What Wales needs from Whitehall
Morgan would like to see greater joint working and development in areas where Wales currently lacks constitutional powers but may acquire them in the future. “Our first minister would say that it can’t be right that a devolved government has less ability to influence energy policy than a local authority,” she says. This takes you “into a set of debates about the boundary of devolution settlements.” This, she adds, may be explored in the recently established Silk commission looking at financial and constitutional settlements for Wales, “but actually some of these things are too urgent and need to be thought about jointly [now].”

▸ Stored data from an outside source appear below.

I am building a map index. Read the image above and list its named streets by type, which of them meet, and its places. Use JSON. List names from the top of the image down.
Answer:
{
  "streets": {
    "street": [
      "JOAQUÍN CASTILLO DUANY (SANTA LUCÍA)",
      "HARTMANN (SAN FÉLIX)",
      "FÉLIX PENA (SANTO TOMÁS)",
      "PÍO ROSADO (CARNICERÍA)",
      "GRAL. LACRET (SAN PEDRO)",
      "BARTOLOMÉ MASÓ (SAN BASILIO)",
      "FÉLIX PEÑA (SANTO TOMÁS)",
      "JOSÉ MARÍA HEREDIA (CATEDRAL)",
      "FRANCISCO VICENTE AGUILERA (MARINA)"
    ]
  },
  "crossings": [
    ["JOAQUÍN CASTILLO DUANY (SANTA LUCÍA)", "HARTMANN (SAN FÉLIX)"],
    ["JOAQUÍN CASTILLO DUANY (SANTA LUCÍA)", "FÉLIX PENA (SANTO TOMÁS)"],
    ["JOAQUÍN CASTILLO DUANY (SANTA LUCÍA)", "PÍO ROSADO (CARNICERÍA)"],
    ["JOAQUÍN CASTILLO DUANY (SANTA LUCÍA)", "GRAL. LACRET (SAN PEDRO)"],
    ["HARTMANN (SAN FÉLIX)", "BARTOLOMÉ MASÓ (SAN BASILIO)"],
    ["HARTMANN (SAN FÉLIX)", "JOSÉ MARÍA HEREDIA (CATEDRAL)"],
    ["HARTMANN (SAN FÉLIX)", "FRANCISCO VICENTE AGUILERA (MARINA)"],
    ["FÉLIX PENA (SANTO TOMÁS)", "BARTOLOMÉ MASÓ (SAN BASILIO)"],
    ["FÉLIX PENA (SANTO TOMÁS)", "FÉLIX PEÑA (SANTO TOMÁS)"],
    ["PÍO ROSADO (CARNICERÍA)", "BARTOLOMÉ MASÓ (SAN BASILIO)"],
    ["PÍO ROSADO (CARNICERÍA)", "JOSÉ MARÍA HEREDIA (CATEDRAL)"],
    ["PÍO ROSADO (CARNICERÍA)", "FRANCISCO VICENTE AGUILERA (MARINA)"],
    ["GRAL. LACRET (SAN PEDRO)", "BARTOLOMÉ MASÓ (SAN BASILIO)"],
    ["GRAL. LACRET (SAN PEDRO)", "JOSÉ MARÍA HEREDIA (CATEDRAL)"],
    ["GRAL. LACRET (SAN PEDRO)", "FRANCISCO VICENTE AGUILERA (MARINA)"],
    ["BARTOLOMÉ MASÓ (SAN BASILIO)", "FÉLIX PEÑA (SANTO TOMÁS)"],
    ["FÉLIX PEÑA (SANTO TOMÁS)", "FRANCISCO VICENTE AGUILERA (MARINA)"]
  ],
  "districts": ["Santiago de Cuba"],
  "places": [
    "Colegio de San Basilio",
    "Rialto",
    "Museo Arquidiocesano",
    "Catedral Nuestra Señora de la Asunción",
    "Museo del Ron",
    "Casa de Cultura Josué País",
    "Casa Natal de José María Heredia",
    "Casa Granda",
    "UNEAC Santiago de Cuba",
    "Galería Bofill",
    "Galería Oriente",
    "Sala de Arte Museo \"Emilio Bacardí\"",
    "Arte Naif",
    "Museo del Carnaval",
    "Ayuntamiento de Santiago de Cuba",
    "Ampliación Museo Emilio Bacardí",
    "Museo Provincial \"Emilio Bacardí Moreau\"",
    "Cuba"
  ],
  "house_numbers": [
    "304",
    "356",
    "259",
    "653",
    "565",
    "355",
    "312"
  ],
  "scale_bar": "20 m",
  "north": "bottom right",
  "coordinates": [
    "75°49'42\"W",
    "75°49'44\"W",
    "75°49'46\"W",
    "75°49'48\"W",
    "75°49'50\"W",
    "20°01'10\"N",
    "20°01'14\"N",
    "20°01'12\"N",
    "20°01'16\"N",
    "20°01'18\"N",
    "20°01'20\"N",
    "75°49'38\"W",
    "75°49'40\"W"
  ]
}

Secondly, she asks Whitehall departments to discuss policy changes with Wales early on, so the WG can flag up potential impacts. “People working in many of these areas are very good at doing that” she says. Thirdly, she would like to see a clearer understanding of how the two governments should work together in different policy areas. “If we’re working together on something which is totally devolved, we’re really peers: we’re small, but we’ve got equal interest, equal commitment and we’ve got a task there to link our policies together so citizens don’t suffer. That will always be challenging if you’ve got different ideological perspectives between the governments, and there are genuine, deeply held ideological differences between the parties” running each country, she says. On other ‘reserved’ areas which are subject to UK-based decision making, Wales must simply “follow and try to influence” the policy set out – but civil servants don’t always know the issue’s status. “Sometimes we’re not clear whether we’re working together as peers or whether we’re working together where the UK clearly has the lead,” she says.